Folha de S. Paulo


Moradores reocupam vilarejo em MG destruído por lama com procissões

A secretária Suely Sobreira, 48, vivia em Ouro Preto (MG), mas sempre disse que ao morrer queria ser enterrada no túmulo da família em Bento Rodrigues, subdistrito de Mariana, cidade vizinha.
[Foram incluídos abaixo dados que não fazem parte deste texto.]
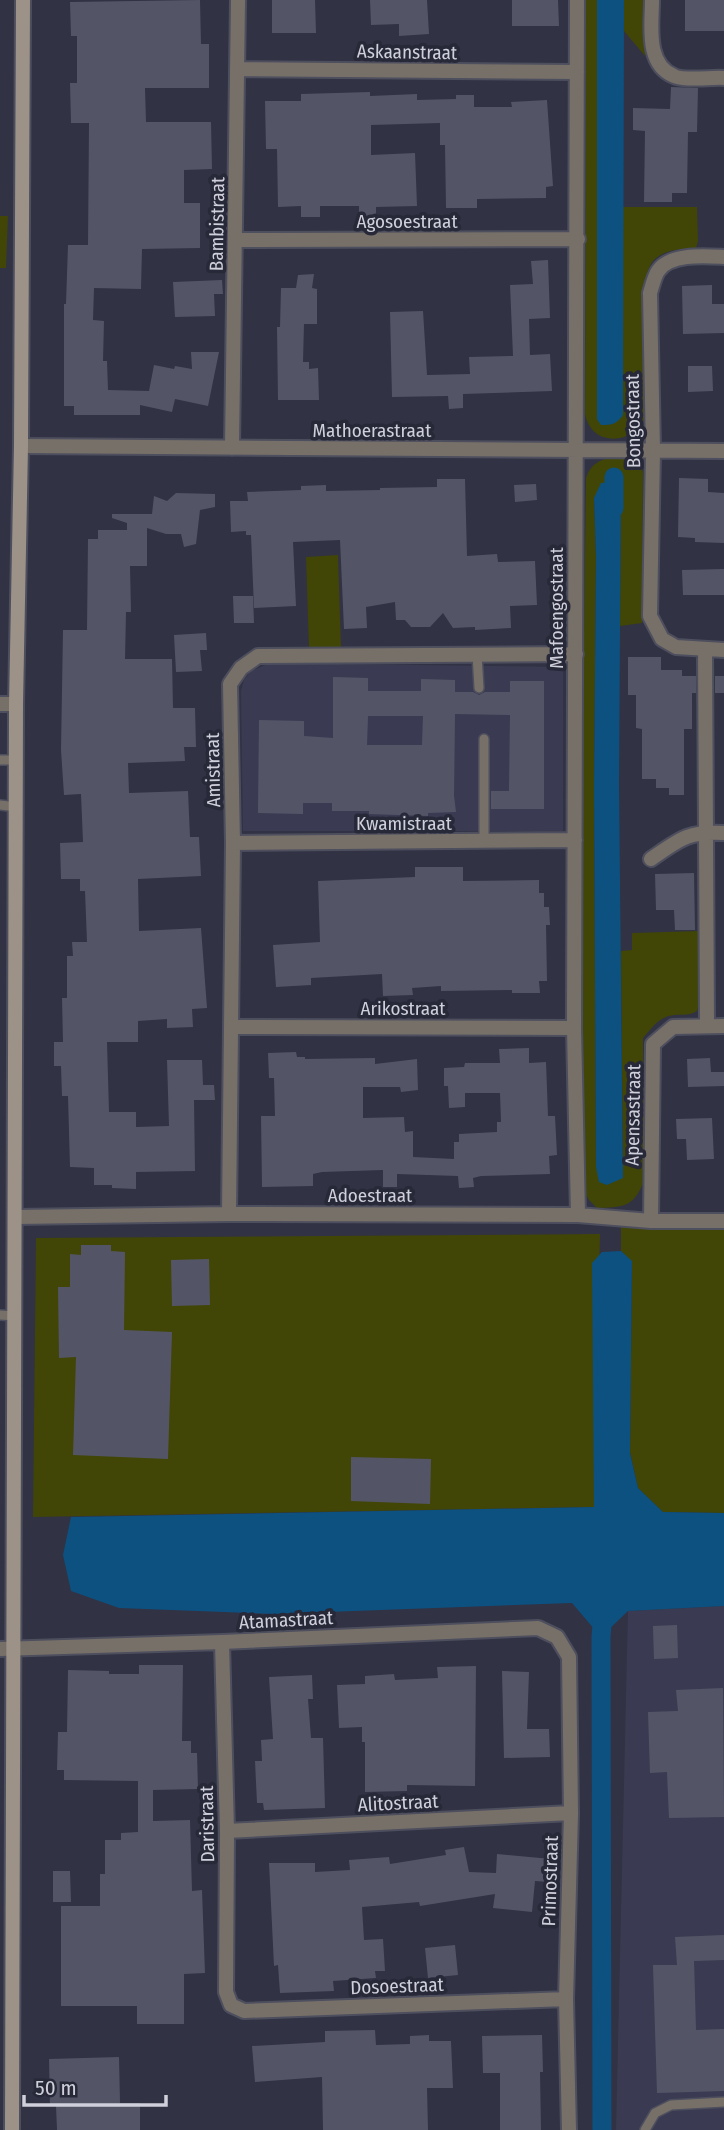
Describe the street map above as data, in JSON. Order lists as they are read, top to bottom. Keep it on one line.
{"streets":{"street":["Askaanstraat","Agosoestraat","Bambistraat","Bongostraat","Mathoerastraat","Mafoengostraat","Amistraat","Kwamistraat","Arikostraat","Apensastraat","Adoestraat","Atamastraat","Alitostraat","Daristraat","Primostraat","Dosoestraat"]},"crossings":[["Askaanstraat","Bambistraat"],["Askaanstraat","Mafoengostraat"],["Agosoestraat","Bambistraat"],["Agosoestraat","Mafoengostraat"],["Bambistraat","Mathoerastraat"],["Bongostraat","Mathoerastraat"],["Mathoerastraat","Mafoengostraat"],["Mafoengostraat","Amistraat"],["Mafoengostraat","Kwamistraat"],["Mafoengostraat","Arikostraat"],["Mafoengostraat","Adoestraat"],["Amistraat","Kwamistraat"],["Amistraat","Arikostraat"],["Amistraat","Adoestraat"],["Apensastraat","Adoestraat"],["Atamastraat","Daristraat"],["Atamastraat","Primostraat"],["Alitostraat","Daristraat"],["Alitostraat","Primostraat"],["Daristraat","Dosoestraat"],["Primostraat","Dosoestraat"]],"scale_bar":"50 m"}
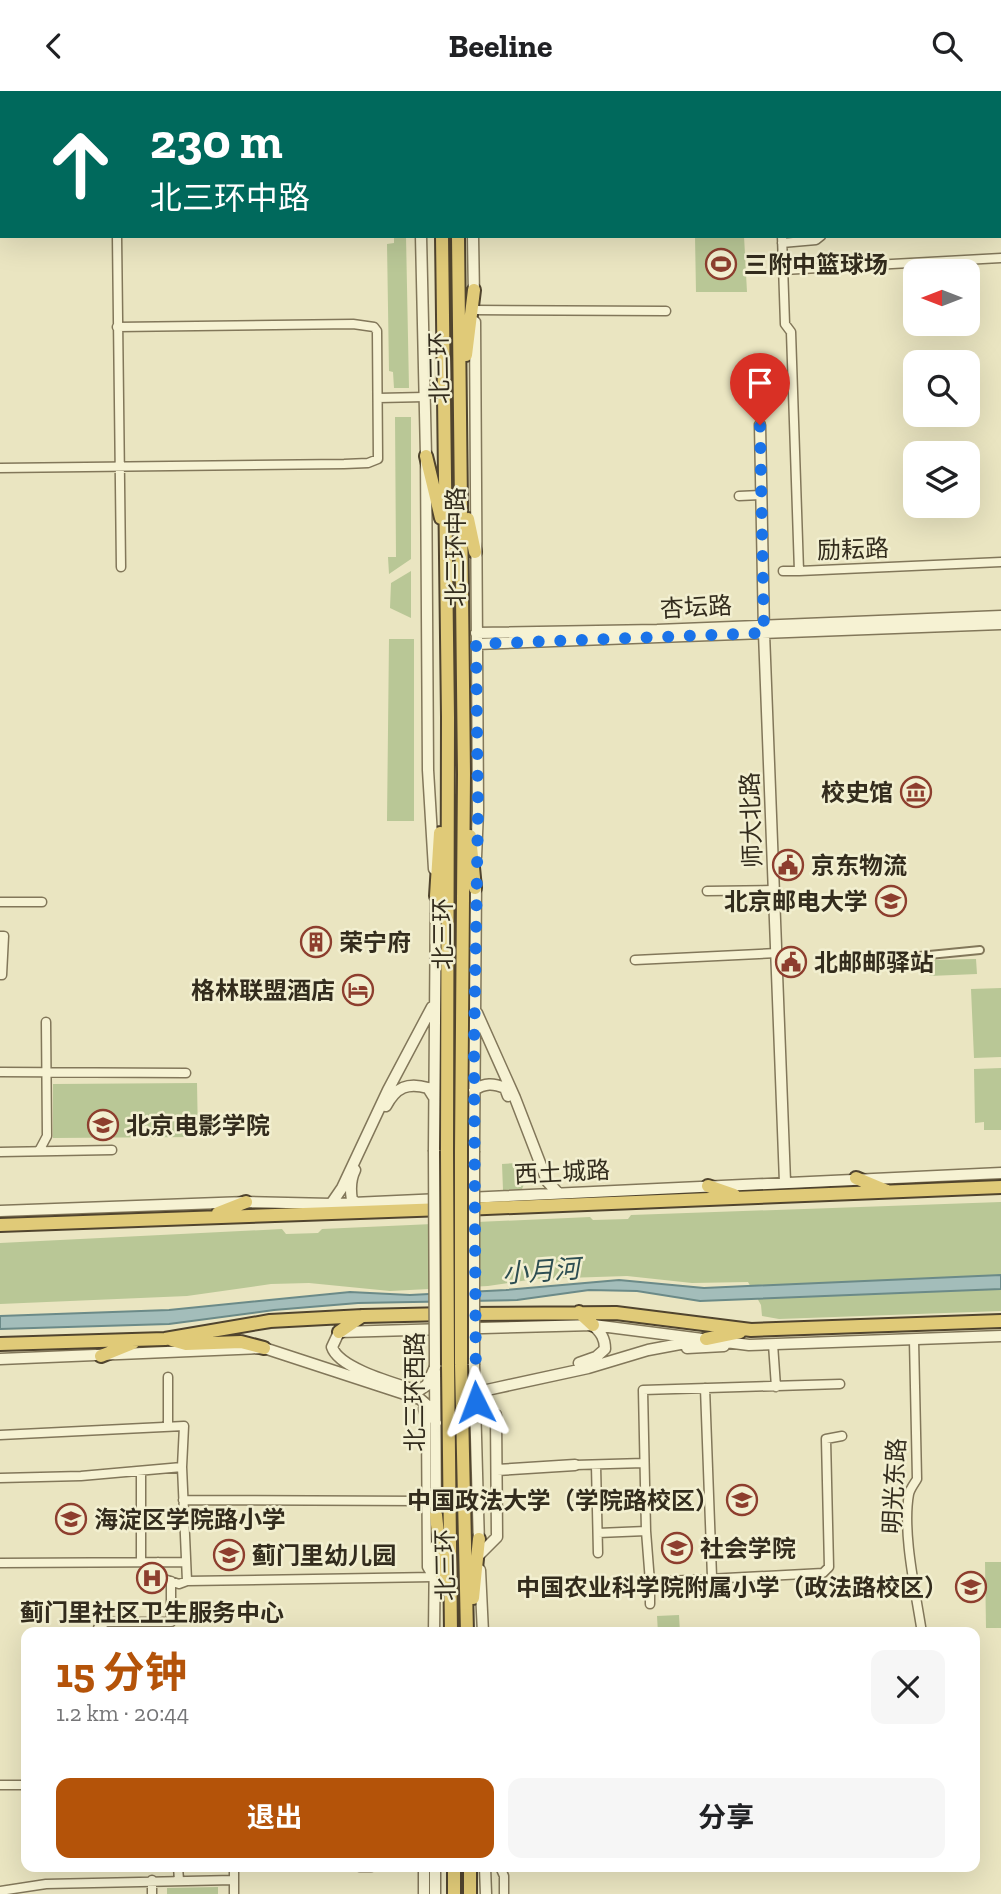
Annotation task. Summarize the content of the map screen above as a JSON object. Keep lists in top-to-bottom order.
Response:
{
  "streets": {
    "highway": ["北三环", "西土城路"],
    "street": [
      "北三环中路",
      "励耘路",
      "杏坛路",
      "师大北路",
      "北三环西路",
      "明光东路"
    ]
  },
  "crossings": [
    ["北三环", "北三环中路"],
    ["北三环", "北三环西路"],
    ["北三环中路", "杏坛路"],
    ["杏坛路", "师大北路"],
    ["师大北路", "西土城路"]
  ],
  "water": ["小月河"],
  "places": {
    "sports": ["三附中篮球场"],
    "museum": ["校史馆"],
    "public building": ["京东物流", "北邮邮驿站"],
    "school or university": [
      "北京邮电大学",
      "北京电影学院",
      "中国政法大学（学院路校区）",
      "海淀区学院路小学",
      "社会学院",
      "蓟门里幼儿园",
      "中国农业科学院附属小学（政法路校区）"
    ],
    "building": ["荣宁府"],
    "hotel": ["格林联盟酒店"],
    "hospital": ["蓟门里社区卫生服务中心"]
  },
  "north": "left",
  "page": {
    "header": "Beeline",
    "turn": ["230 m", "北三环中路"],
    "heading": ["15 分钟", "1.2 km · 20:44"],
    "buttons": ["退出", "分享"]
  }
}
Não resistiu a uma doença renal e seu desejo foi atendido pelos parentes nove meses depois do rompimento da barragem da Samarco.

Foi o primeiro enterro em Bento desde a ruptura do reservatório, e teve autorização da Defesa Civil para acontecer. Feito no dia 28, com cortejo e missa de corpo presente, também foi o pontapé para os antigos moradores começarem a fazer celebrações no povoado destruído.

No último sábado (30), decidiram comemorar a festa do padroeiro São Bento no local sem pedir autorização prévia. Entraram, fizeram uma procissão, soltaram fogos de artifício e hastearam uma bandeira do santo protetor.

"Nós fomos por conta e risco. Desde 2009, sou o encarregado dos fogos de artifício da festa e esse ano não podia ser diferente", diz o mecânico Mauro Marcos da Silva, 47.

Segundo ele, a ideia foi gestada "em segredo", mas a história se espalhou e "tomou uma proporção inesperada". O mecânico calcula 58 pessoas presentes na celebração.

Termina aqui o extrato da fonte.